Start of SUPPLIED RECORDS

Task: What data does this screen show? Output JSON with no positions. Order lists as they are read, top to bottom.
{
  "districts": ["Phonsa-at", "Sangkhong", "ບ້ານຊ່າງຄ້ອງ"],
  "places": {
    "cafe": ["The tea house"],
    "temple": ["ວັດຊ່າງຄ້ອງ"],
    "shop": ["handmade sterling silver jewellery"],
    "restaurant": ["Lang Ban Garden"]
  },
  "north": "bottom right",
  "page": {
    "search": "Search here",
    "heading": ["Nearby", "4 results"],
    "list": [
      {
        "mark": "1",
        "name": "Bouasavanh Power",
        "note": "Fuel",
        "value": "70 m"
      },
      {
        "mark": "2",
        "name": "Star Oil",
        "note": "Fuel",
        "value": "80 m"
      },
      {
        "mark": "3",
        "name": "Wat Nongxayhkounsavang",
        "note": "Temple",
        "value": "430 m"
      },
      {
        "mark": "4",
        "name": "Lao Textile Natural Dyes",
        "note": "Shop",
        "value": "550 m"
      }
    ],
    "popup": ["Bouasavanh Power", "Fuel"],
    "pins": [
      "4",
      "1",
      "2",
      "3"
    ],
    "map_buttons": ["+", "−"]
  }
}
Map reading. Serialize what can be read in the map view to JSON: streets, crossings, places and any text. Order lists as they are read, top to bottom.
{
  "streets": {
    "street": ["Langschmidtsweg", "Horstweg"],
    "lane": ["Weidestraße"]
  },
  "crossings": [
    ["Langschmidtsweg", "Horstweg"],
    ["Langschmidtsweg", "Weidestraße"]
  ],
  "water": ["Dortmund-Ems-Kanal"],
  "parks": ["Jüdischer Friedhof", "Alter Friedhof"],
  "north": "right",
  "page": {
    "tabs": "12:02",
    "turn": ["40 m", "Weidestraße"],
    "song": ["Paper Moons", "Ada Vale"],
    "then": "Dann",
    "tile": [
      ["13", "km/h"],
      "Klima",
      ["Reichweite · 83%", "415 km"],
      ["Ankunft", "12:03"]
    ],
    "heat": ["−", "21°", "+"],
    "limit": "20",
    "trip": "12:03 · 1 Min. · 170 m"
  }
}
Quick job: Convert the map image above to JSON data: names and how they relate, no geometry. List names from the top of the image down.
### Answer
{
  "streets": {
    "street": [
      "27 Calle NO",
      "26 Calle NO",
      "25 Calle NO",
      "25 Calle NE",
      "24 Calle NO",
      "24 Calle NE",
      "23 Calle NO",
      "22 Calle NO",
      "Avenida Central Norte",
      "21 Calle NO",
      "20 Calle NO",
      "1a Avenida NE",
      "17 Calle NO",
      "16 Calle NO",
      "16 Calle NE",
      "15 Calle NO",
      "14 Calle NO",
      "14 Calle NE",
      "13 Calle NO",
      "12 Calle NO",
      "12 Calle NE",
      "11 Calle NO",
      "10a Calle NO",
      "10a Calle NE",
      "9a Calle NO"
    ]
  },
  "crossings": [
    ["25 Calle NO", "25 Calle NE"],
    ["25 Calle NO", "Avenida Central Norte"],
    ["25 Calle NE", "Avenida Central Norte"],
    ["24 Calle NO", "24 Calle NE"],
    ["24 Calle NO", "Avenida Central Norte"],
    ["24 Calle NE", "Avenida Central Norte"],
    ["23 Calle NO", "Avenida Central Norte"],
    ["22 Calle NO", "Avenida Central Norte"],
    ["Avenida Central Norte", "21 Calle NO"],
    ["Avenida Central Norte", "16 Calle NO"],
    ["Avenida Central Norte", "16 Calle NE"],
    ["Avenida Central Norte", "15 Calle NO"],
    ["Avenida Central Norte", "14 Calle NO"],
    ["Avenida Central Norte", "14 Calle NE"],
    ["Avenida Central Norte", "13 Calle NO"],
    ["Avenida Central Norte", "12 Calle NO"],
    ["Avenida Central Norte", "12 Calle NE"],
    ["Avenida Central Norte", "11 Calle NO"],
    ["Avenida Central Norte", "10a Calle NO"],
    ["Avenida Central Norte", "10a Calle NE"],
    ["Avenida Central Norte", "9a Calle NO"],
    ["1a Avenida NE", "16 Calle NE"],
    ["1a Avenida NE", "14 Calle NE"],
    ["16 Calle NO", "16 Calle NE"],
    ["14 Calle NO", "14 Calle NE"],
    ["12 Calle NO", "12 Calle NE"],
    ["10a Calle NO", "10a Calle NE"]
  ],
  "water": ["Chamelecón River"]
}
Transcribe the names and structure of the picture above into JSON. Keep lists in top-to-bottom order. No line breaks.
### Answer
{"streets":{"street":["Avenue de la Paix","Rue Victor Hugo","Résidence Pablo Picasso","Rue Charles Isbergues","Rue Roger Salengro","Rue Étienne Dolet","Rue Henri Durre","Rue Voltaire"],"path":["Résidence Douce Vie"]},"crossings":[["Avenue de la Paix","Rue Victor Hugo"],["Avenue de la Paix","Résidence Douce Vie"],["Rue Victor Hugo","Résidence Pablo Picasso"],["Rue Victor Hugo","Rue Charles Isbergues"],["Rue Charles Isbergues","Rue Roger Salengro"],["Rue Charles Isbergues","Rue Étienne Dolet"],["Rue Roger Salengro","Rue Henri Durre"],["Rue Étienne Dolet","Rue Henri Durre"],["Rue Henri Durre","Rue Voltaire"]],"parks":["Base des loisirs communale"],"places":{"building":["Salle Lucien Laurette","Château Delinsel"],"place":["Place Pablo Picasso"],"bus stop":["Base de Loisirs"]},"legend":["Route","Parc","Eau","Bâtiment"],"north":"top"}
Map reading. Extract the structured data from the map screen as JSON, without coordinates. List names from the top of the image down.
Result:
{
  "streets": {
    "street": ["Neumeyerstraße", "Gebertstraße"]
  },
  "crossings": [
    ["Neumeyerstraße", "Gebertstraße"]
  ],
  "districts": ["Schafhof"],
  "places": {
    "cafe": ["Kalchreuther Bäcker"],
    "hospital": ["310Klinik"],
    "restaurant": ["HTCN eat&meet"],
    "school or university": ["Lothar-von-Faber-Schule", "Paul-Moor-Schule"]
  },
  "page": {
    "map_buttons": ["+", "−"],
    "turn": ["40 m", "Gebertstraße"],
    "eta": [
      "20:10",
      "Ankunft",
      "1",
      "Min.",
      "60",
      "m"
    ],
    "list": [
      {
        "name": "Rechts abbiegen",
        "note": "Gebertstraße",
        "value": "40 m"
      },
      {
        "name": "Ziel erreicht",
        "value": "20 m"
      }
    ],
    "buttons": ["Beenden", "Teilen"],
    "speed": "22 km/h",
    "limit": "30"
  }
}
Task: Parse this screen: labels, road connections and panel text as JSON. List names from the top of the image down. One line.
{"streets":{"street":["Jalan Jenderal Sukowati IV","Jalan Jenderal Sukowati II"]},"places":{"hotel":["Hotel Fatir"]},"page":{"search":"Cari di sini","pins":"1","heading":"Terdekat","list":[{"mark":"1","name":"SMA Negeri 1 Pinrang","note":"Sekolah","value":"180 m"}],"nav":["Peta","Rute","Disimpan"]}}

End of SUPPLIED RECORDS

TASK ITEM
What is needed is the number of lines in the data that hold the word "reading", and nothing more.

EXERCISE SOLUTION
2